Binary operators are short-circuiting, so this:

$ find -type d -a -exec du -sh {} +

Only lists the sizes of directories, as the -type d fails causing the whole expression to evaluate to false without evaluating -exec. Or equivalently with -o:

$ find ! -type d -o -exec du -sh {} +

If it’s not a directory then the left-hand side evaluates to true, and the right-hand side is not evaluated. All three implementations I examined (GNU, BSD, BusyBox) have a -regex extension, and eagerly compile the regular expression even if the operation is never evaluated:

$ find . -print -o -regex [
find: bad regex '[': Invalid regular expression

I was surprised by this because it doesn’t seem to be in the spirit of the original utility (“The second expression shall not be evaluated if the first expression is true.”), and I’m used to the idea of short-circuit validation for the right-hand side of a logical expression. Recompiling for each evaluation would be unwise, but it could happen lazily such that an invalid regular expression only causes an error if it’s actually used. No big deal, just a curiosity.

Bytecode design

A bytecode interpreter needs to track just one result at a time, making it a single register machine, with a 1-bit register at that. I came up with these five opcodes:

halt
not
braf   LABEL
brat   LABEL
action NAME [ARGS...]

Obviously halt stops the program. While I could just let it “run off the end” it’s useful to have an actual instruction so that I can attach a label and jump to it. The not opcode negates the register. braf is “branch if false”, jumping (via relative immediate) to the labeled (in printed form) instruction if the register is false. brat is “branch if true”. Together they implement the -a and -o operators. In practice there are no loops and jumps are always forward: find is not Turing complete.

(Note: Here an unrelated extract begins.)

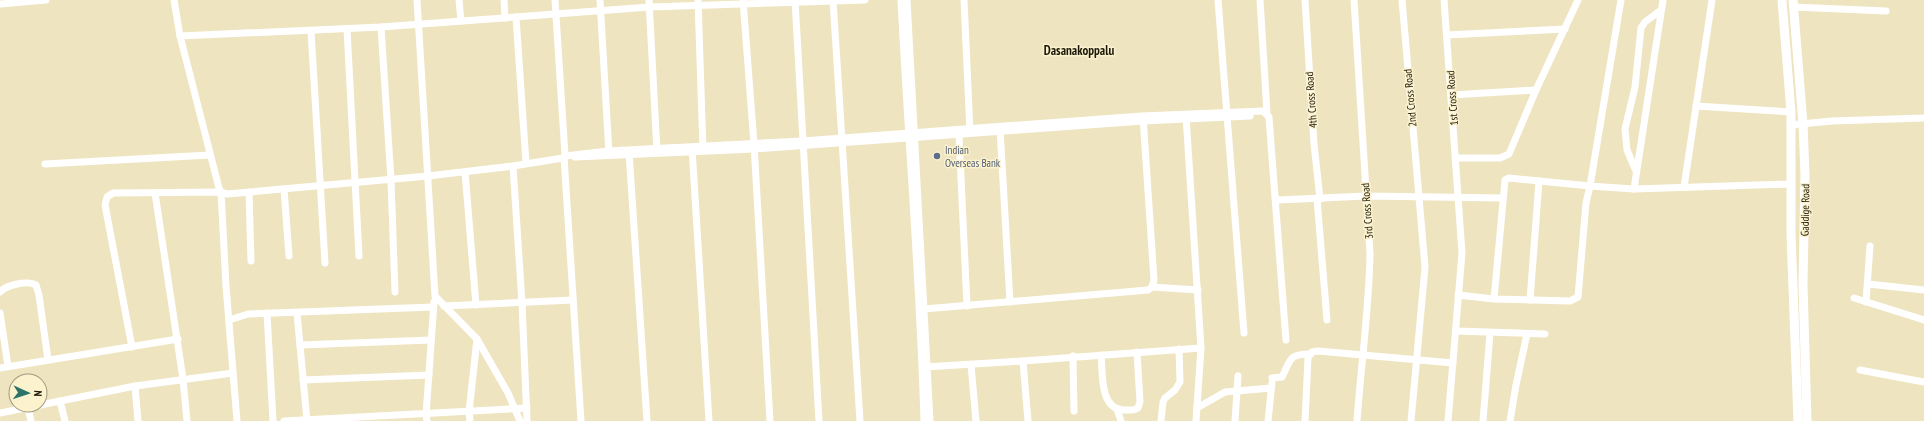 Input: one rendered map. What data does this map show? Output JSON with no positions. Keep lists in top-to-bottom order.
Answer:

In a real implementation each possible action (-name, -ok, -print, -type, etc.) would get a dedicated opcode. This requires implementing each operator, at least in part, in order to correctly parse the whole find expression. For now I’m just focused on the bytecode compiler, so this opcode is a stand-in, and it kind of pretends based on looks. Each action sets the register, and actions like -print always set it to true. My compiler is called findc (“find compiler”).

Update: Or try the online demo via Wasm! This version includes a peephole optimizer I wrote after publishing this article.

I assume readers of this program are familiar with push macro and Slice macro. Because of the latter it requires a very recent C compiler, like GCC 15 (e.g. via w64devkit) or Clang 22. Try out some find commands and see how they appear as bytecode. The simplest case is also optimal:

$ findc
// path: .
        action  -print
        halt

Print the path then halt. Simple. Stepping it up:

$ findc -type f -executable
// path: .
        action  -type f
        braf    L1
        action  -executable
L1:     braf    L2
        action  -print
L2:     halt

If the path is not a file, it skips over the rest of the program by way of the second branch instruction. It’s correct, but already we can see room for improvement. This would be better:

        action  -type f
        braf    L1
        action  -executable
        braf    L1
        action  -print
L1:     halt

More complex still:

$ findc -type f \( -executable -o -name '*.exe' \)
// path: .
        action  -type f
        braf    L1
        action  -executable
        brat    L1
        action  -name *.exe
L1:     braf    L2
        action  -print
L2:     halt

Inside the parentheses, if -executable succeeds, the right-hand side is skipped. Though the brat jumps straight to a braf. It would be better to jump ahead one more instruction:

        action  -type f
        braf    L2
        action  -executable
        brat    L1
        action  -name *.exe
        braf    L2
L1      action  -print
L2:     halt

Silly things aren’t optimized either:

$ findc ! ! -executable
// path: .
        action  -executable
        not
        not
        braf    L1
        action  -print
L1:     halt

Two not in a row cancel out, and so these instructions could be eliminated. Overall this compiler could benefit from a peephole optimizer, scanning over the program repeatedly, making small improvements until no more can be made:

  • Delete not-not.
  • A brat to a braf re-targets ahead one instruction, and vice versa.
  • Jumping onto an identical jump adopts its target for itself.
  • A not-braf might convert to a brat, and vice versa.
  • Delete side-effect-free instructions before halt (e.g. not-halt).
  • Exploit always-true actions, e.g. -print-braf can drop the branch.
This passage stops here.